* [What you need to do] Check each line of the entries for "image" and report the ones that have it.

Entries provided Block Start

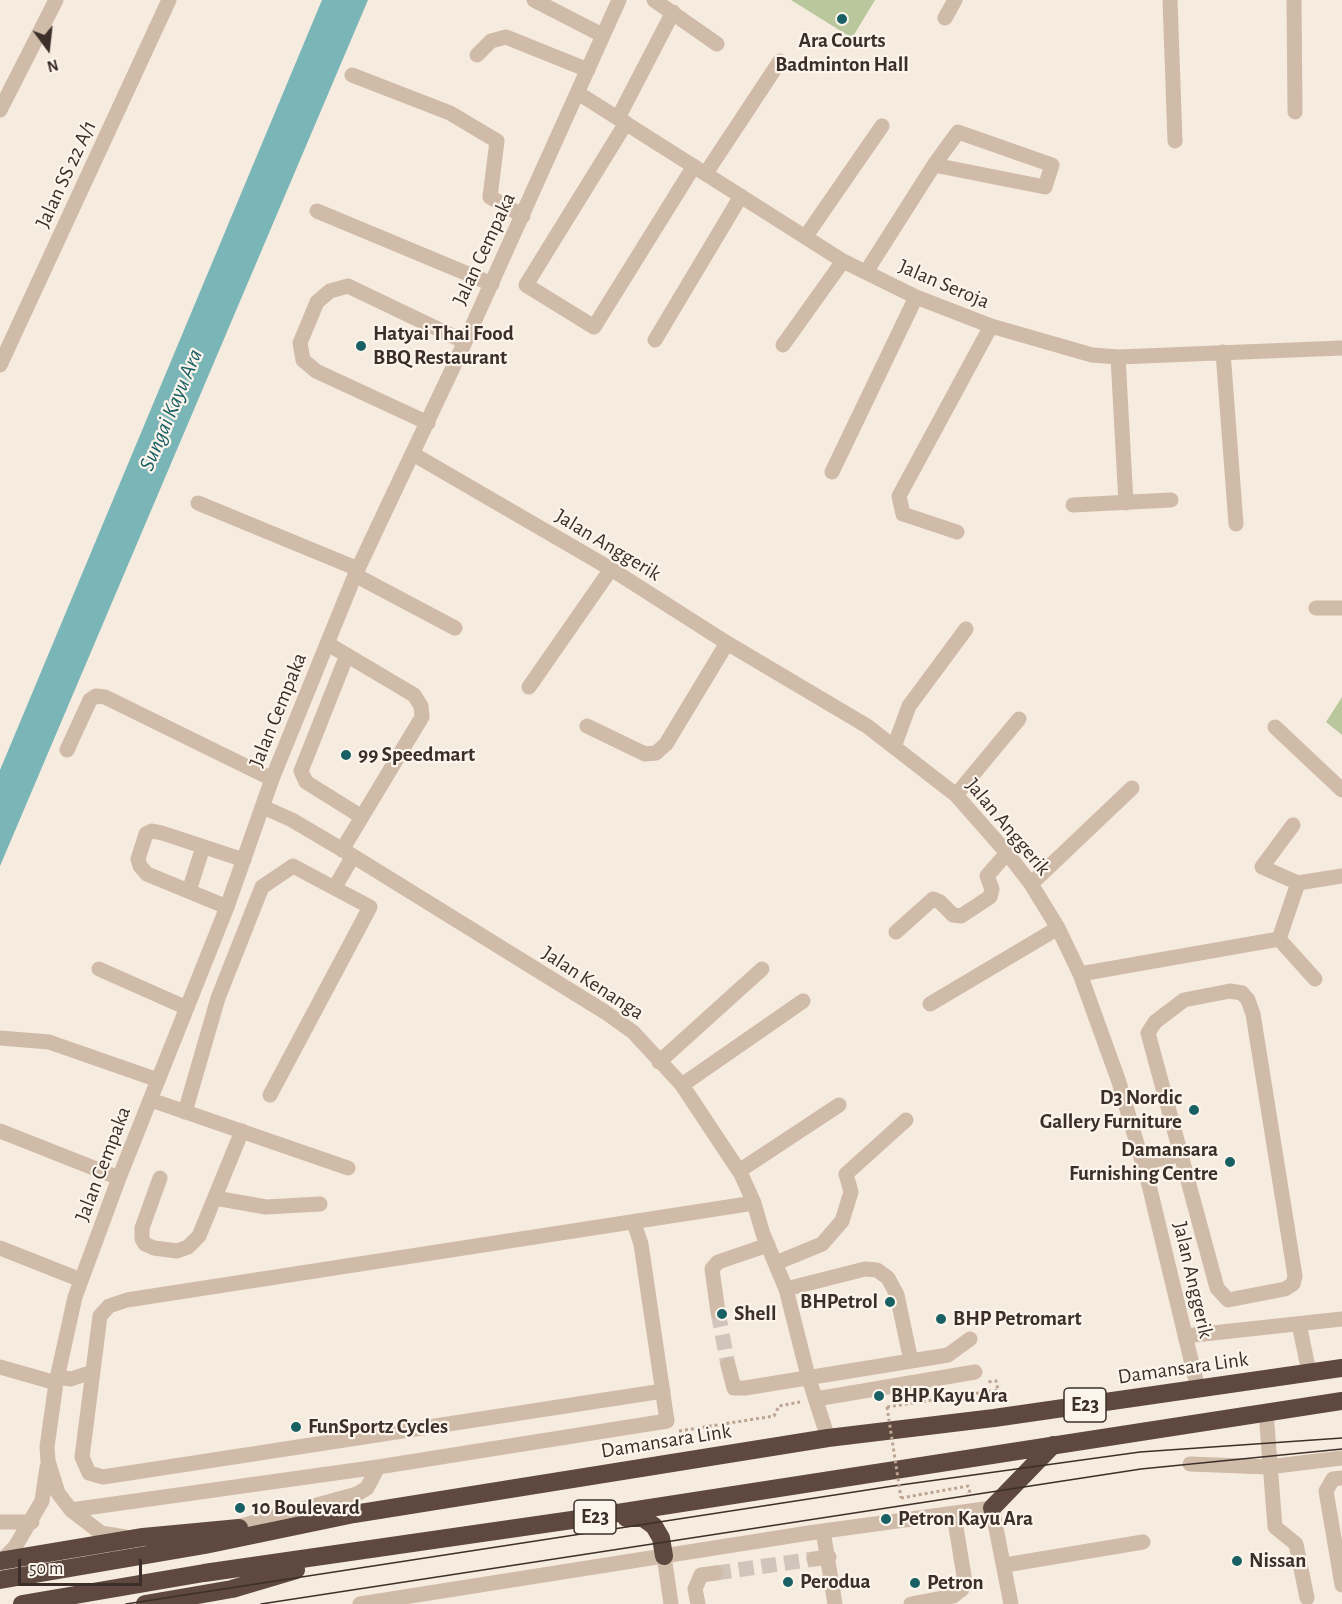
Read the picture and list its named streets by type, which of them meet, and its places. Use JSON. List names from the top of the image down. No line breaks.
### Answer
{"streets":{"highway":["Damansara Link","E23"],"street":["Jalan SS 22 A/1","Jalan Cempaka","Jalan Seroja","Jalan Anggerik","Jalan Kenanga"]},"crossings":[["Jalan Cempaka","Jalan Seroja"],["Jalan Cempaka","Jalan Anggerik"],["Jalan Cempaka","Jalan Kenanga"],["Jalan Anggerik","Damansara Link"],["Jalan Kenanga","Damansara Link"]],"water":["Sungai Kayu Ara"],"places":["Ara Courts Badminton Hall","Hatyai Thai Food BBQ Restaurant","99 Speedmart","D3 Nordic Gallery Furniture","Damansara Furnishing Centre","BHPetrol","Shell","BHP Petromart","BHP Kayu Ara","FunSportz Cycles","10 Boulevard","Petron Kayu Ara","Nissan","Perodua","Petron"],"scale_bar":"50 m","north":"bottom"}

Entries provided Block End
Entries provided Block Start

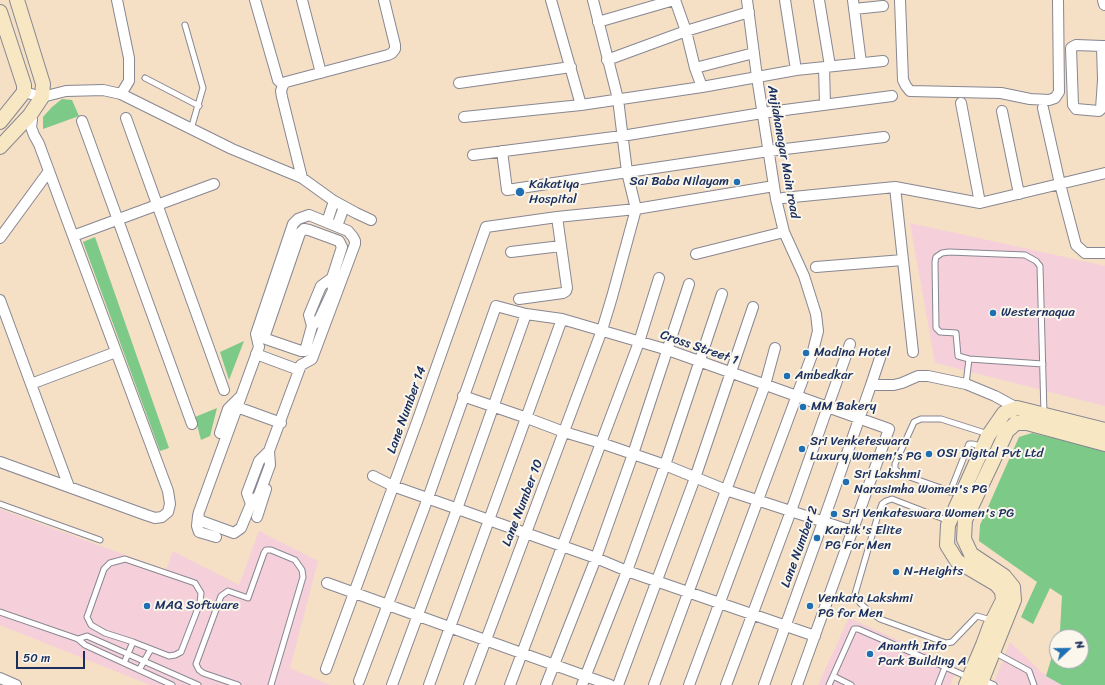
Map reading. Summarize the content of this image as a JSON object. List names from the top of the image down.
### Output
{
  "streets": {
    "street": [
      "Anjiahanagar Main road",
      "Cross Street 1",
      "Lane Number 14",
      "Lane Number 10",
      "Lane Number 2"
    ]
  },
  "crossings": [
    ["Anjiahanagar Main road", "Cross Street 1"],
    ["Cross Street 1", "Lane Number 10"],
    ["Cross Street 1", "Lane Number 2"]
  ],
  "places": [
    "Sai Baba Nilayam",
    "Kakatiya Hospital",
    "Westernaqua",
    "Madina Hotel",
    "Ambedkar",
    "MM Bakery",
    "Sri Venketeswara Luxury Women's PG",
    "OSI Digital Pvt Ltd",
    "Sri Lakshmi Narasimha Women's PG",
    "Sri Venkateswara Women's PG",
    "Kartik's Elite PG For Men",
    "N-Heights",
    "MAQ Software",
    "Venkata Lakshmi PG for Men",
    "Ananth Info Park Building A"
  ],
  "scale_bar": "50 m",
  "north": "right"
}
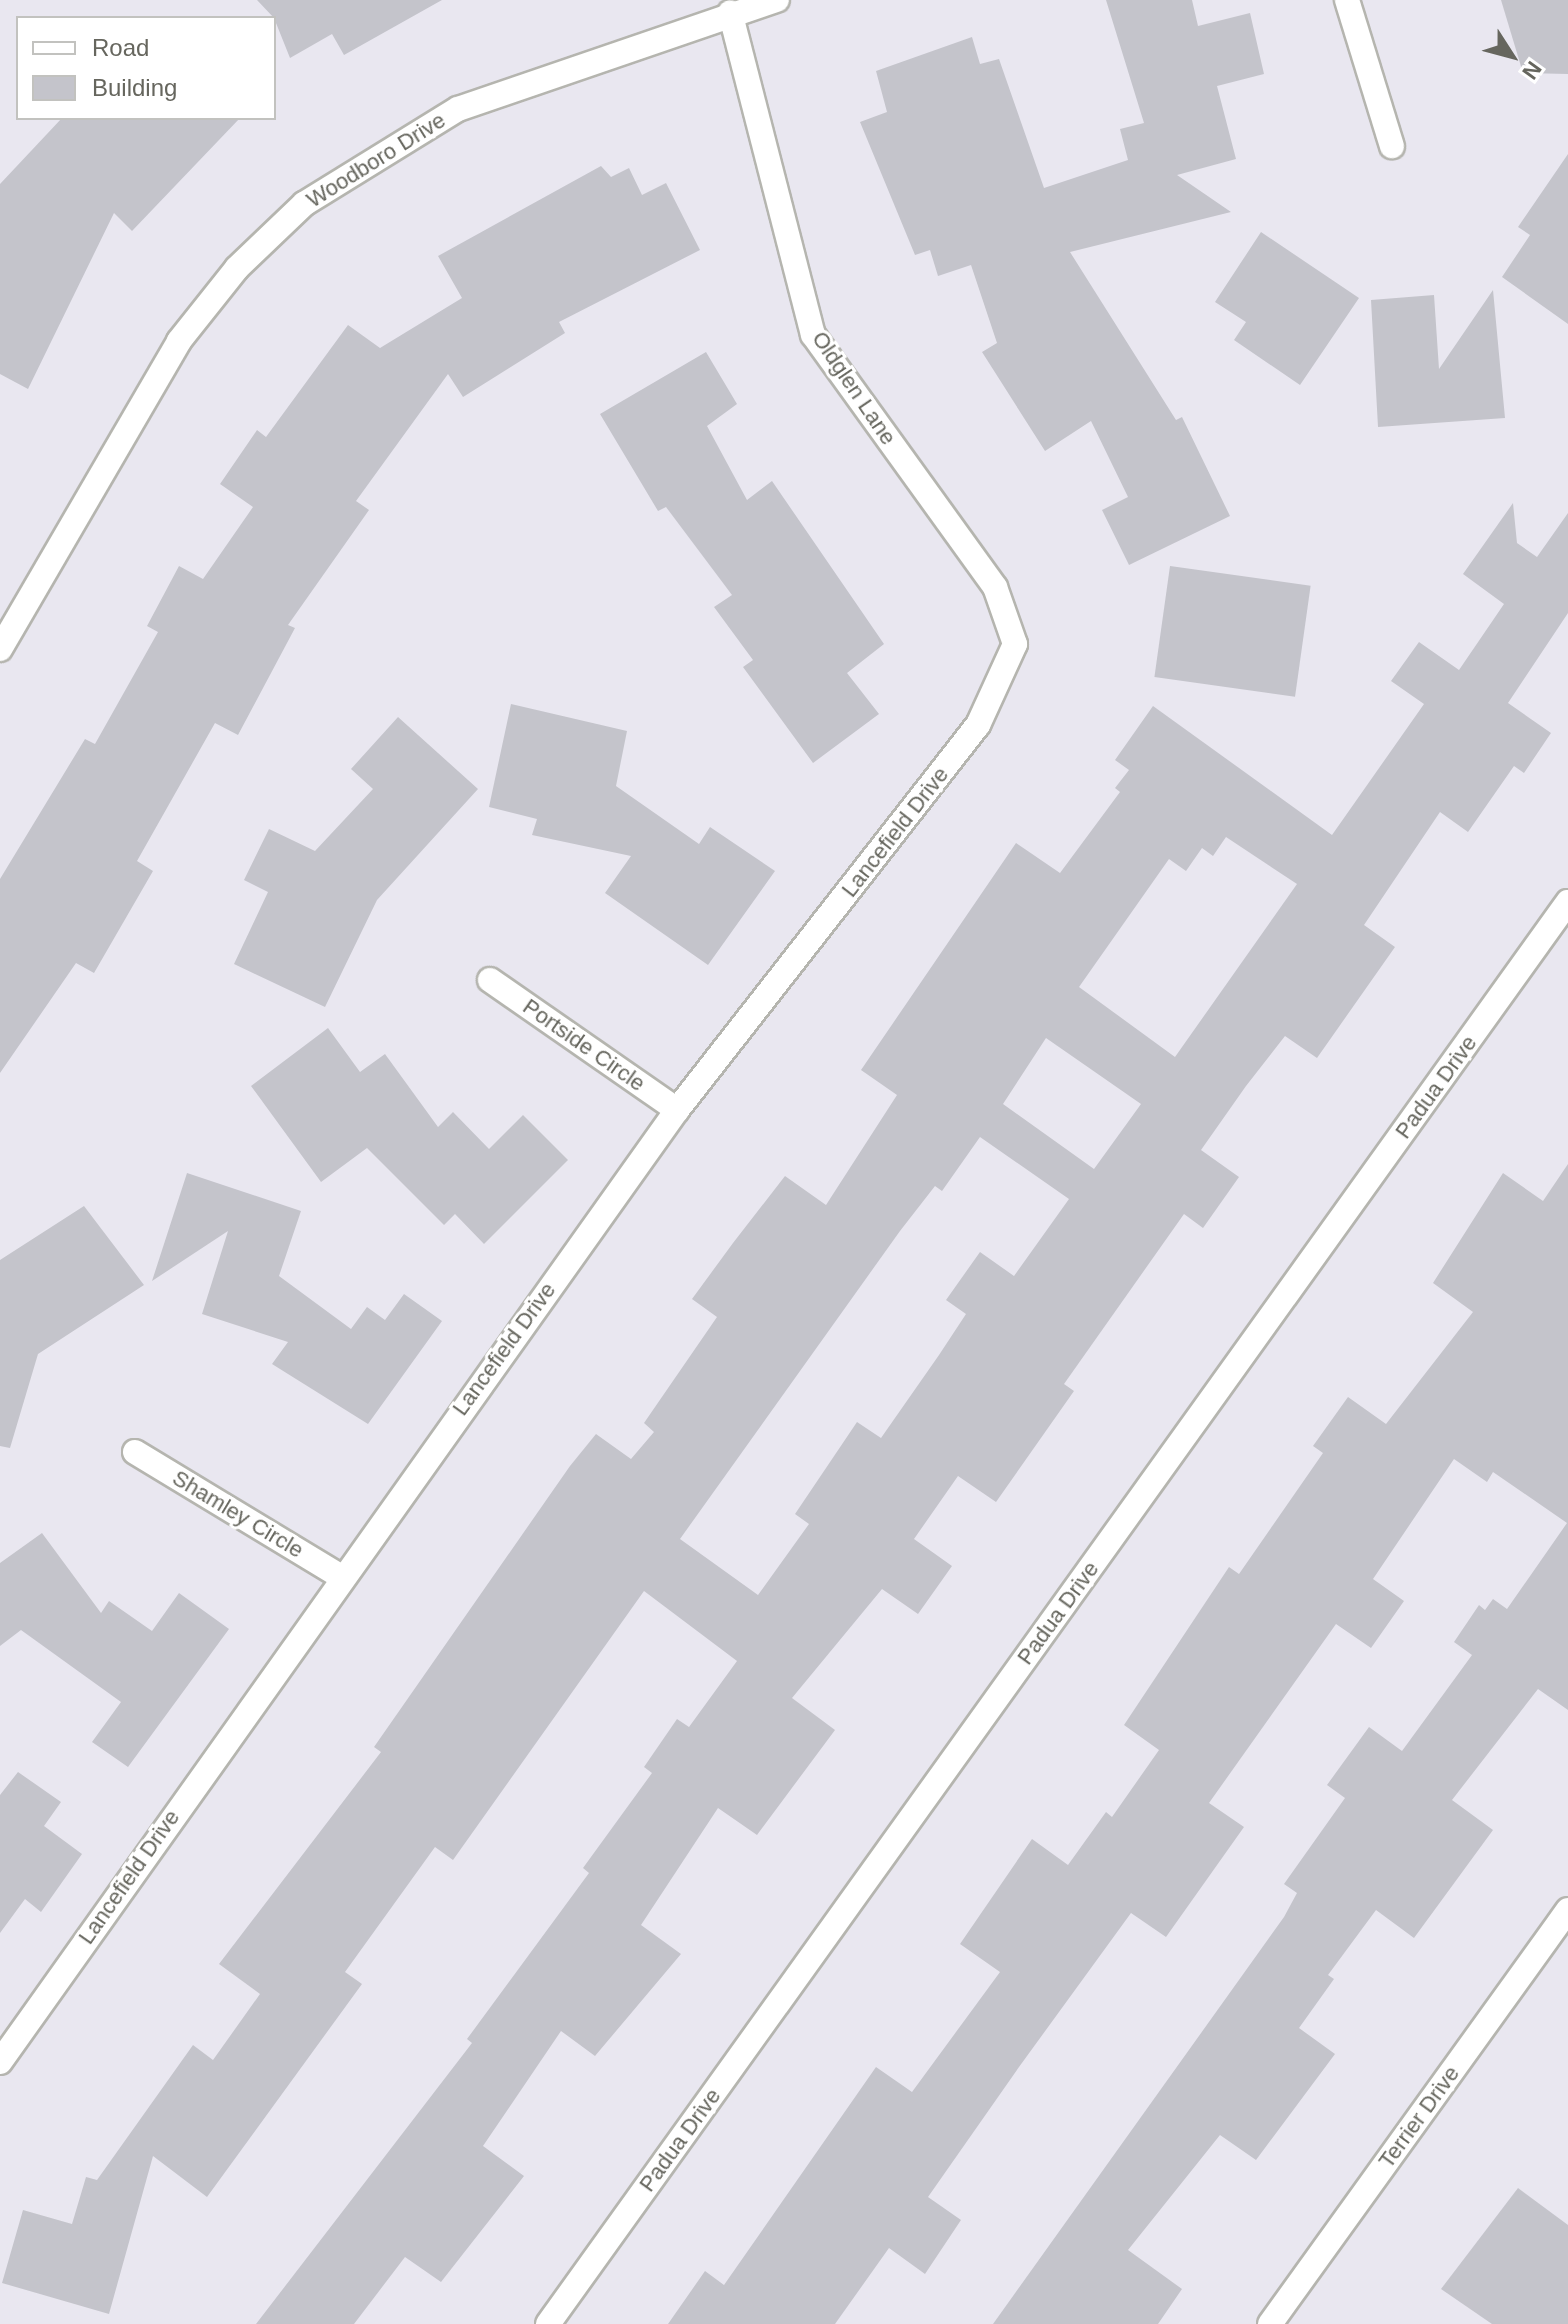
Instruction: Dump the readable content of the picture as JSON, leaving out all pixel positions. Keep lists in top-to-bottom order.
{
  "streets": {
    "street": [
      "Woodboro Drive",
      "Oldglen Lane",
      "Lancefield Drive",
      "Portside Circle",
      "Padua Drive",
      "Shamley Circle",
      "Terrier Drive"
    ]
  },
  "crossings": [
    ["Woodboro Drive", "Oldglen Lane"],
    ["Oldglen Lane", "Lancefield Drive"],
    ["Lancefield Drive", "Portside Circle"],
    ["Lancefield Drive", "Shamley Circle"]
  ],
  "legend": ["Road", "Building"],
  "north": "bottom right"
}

Entries provided Block End
Entries provided Block Start

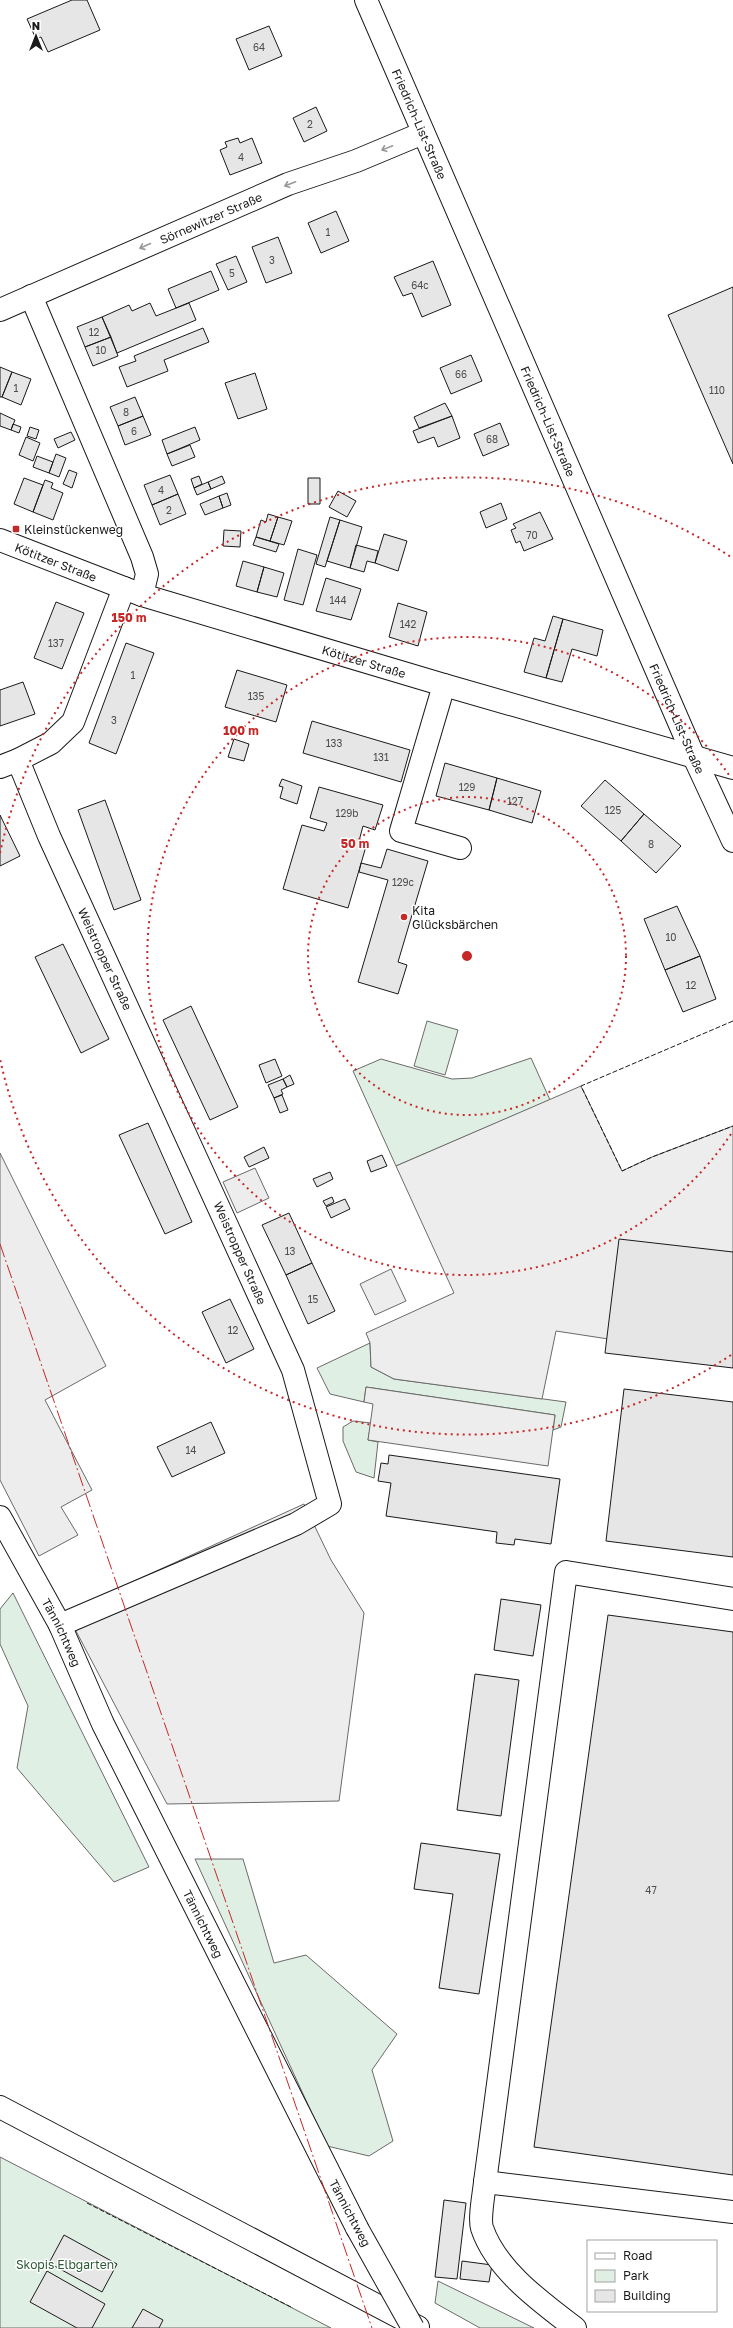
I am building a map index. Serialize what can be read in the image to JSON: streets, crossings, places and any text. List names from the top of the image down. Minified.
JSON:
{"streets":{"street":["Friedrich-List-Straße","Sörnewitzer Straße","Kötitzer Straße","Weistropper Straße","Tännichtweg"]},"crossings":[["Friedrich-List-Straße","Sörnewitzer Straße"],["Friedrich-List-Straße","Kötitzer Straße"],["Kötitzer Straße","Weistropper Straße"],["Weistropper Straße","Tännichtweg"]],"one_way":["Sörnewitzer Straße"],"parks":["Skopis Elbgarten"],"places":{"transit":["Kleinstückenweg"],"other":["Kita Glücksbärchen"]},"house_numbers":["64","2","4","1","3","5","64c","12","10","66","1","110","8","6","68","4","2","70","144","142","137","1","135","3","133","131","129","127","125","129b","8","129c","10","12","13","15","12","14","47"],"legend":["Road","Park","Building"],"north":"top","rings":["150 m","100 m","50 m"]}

Entries provided Block End

* [Answer area]
Read the picture and list its named streets by type, which of them meet, and its places. Use JSON. List names from the top of the image down. No line breaks.
Map reading. Summarize the content of this image as a JSON object. List names from the top of the image down.
I am building a map index. Serialize what can be read in the image to JSON: streets, crossings, places and any text. List names from the top of the image down. Minified.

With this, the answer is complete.